### Dataset content ###
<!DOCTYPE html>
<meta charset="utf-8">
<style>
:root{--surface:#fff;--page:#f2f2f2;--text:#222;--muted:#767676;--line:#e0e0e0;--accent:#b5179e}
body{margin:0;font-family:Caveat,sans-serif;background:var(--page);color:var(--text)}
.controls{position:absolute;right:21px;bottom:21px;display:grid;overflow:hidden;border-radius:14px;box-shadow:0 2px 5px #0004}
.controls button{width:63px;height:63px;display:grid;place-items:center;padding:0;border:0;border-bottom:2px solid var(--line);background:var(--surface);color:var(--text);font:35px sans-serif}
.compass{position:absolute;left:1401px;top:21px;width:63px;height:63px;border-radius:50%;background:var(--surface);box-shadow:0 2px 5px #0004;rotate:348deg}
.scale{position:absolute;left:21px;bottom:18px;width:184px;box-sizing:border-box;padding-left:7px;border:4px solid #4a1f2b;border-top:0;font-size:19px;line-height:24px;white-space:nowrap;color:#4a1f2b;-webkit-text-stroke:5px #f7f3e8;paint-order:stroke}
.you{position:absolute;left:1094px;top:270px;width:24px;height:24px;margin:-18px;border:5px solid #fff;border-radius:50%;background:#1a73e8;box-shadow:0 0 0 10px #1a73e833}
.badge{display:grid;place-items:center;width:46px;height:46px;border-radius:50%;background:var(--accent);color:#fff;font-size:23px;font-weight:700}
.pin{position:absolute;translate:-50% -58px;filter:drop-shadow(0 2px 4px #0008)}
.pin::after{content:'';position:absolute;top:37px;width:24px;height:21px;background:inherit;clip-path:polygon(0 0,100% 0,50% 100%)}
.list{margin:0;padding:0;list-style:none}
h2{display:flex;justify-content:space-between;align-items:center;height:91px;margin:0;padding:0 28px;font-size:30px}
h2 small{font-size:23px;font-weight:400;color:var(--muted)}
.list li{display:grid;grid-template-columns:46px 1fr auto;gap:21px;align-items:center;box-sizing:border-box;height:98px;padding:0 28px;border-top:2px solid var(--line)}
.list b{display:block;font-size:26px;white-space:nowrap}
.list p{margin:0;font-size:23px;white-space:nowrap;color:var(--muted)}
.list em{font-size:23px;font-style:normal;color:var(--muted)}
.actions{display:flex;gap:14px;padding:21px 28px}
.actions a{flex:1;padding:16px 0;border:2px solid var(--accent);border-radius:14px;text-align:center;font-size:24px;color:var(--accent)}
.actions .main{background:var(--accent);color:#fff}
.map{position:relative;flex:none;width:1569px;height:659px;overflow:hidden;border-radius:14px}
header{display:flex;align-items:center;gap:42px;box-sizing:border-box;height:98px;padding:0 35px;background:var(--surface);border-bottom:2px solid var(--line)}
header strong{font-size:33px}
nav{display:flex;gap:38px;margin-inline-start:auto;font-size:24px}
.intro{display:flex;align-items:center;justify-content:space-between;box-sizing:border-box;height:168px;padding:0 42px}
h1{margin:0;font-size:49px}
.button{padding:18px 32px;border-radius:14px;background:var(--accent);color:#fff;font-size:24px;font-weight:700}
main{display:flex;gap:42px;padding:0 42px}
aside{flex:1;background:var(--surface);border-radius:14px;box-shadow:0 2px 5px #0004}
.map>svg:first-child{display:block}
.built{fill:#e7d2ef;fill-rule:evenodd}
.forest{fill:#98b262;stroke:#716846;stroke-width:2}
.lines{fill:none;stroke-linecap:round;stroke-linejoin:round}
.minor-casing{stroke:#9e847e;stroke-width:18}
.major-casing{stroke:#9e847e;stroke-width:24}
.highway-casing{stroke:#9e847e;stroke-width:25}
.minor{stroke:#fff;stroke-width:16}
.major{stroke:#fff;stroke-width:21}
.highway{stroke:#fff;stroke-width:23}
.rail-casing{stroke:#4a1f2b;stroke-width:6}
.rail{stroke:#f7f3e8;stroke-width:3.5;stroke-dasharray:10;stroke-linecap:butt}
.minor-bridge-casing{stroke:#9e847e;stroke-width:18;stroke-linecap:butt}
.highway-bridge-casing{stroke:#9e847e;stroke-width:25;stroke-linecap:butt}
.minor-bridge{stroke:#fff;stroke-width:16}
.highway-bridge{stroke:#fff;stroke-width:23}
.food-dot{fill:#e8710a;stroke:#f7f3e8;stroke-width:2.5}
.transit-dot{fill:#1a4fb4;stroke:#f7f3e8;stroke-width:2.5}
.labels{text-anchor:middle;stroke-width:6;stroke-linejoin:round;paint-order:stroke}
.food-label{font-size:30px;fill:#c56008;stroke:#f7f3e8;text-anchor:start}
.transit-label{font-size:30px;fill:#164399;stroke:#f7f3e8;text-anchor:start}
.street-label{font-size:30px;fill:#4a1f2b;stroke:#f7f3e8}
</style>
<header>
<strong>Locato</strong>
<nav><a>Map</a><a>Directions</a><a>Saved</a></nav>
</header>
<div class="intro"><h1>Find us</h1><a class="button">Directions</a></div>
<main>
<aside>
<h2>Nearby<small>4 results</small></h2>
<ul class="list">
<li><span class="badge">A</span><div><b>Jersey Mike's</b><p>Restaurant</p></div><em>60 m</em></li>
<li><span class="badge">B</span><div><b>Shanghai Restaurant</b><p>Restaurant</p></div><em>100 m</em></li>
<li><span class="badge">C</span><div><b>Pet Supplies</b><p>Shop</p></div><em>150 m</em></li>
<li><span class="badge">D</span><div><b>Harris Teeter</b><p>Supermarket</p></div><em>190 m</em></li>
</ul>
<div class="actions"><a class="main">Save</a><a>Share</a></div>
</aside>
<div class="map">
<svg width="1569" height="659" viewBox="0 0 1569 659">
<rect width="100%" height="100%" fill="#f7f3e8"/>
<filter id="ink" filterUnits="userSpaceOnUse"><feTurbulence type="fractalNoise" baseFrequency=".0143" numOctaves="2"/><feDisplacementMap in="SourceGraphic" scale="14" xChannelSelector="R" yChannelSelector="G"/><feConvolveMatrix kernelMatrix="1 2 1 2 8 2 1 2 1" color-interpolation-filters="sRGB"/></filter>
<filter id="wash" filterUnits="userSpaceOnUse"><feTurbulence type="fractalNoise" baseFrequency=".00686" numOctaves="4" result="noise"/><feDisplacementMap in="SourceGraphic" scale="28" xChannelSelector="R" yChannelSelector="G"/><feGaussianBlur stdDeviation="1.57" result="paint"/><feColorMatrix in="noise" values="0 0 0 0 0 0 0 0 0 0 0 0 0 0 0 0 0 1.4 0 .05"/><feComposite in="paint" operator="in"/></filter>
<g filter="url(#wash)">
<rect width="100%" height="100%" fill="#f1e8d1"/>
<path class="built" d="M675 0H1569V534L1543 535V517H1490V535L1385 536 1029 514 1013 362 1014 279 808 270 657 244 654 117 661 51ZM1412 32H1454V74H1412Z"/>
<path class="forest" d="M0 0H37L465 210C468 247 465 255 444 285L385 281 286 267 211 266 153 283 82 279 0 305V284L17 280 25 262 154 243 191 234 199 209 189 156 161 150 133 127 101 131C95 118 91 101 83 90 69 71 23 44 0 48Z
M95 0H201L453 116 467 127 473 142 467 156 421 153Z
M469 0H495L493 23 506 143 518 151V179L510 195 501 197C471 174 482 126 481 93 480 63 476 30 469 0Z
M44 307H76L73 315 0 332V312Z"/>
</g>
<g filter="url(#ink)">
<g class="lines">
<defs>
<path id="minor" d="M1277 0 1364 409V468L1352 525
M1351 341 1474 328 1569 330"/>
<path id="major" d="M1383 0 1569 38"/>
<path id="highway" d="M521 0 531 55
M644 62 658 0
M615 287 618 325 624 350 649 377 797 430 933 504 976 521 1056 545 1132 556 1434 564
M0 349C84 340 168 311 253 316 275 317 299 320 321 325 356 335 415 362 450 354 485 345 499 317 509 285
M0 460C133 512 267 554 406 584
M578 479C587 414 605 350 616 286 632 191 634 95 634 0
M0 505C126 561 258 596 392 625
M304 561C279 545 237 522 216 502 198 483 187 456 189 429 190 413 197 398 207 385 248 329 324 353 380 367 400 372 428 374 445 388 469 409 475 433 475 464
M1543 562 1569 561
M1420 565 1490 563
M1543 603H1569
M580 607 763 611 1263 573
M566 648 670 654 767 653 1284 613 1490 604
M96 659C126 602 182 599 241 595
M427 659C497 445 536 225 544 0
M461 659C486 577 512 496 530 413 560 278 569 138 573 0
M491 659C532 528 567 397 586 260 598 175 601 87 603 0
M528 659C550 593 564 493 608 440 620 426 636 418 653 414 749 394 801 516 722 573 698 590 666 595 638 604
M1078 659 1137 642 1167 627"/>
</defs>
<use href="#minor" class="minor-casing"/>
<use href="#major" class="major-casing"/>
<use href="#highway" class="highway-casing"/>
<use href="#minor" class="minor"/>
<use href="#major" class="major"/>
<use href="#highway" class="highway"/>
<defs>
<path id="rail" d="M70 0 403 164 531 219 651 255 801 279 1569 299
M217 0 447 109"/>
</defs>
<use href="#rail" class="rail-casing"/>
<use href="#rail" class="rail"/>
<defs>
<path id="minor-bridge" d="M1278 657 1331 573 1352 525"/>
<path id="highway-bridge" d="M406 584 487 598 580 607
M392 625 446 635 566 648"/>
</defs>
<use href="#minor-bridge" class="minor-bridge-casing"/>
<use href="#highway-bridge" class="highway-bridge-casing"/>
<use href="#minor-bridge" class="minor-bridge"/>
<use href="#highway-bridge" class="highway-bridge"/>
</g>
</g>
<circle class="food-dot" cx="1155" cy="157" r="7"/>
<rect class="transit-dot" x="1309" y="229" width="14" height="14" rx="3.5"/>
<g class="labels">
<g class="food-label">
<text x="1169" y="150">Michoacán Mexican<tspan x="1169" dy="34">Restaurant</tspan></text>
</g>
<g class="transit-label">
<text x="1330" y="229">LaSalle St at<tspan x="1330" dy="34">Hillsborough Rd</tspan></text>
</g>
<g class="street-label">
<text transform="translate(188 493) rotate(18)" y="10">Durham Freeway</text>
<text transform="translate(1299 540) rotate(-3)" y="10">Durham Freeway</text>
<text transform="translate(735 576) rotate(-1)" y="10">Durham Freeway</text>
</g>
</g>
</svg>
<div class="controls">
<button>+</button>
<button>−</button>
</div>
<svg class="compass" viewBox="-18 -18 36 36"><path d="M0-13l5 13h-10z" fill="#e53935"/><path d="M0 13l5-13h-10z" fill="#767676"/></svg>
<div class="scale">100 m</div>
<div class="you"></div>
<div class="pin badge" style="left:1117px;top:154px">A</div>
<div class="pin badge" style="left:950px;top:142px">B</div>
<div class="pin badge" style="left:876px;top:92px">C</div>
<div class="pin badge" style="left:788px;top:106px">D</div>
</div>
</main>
###
**Task description:**
Each line above where the word "food" occurs should be copied out.

**Response to this exercise:**
.food-dot{fill:#e8710a;stroke:#f7f3e8;stroke-width:2.5}
.food-label{font-size:30px;fill:#c56008;stroke:#f7f3e8;text-anchor:start}
<circle class="food-dot" cx="1155" cy="157" r="7"/>
<g class="food-label">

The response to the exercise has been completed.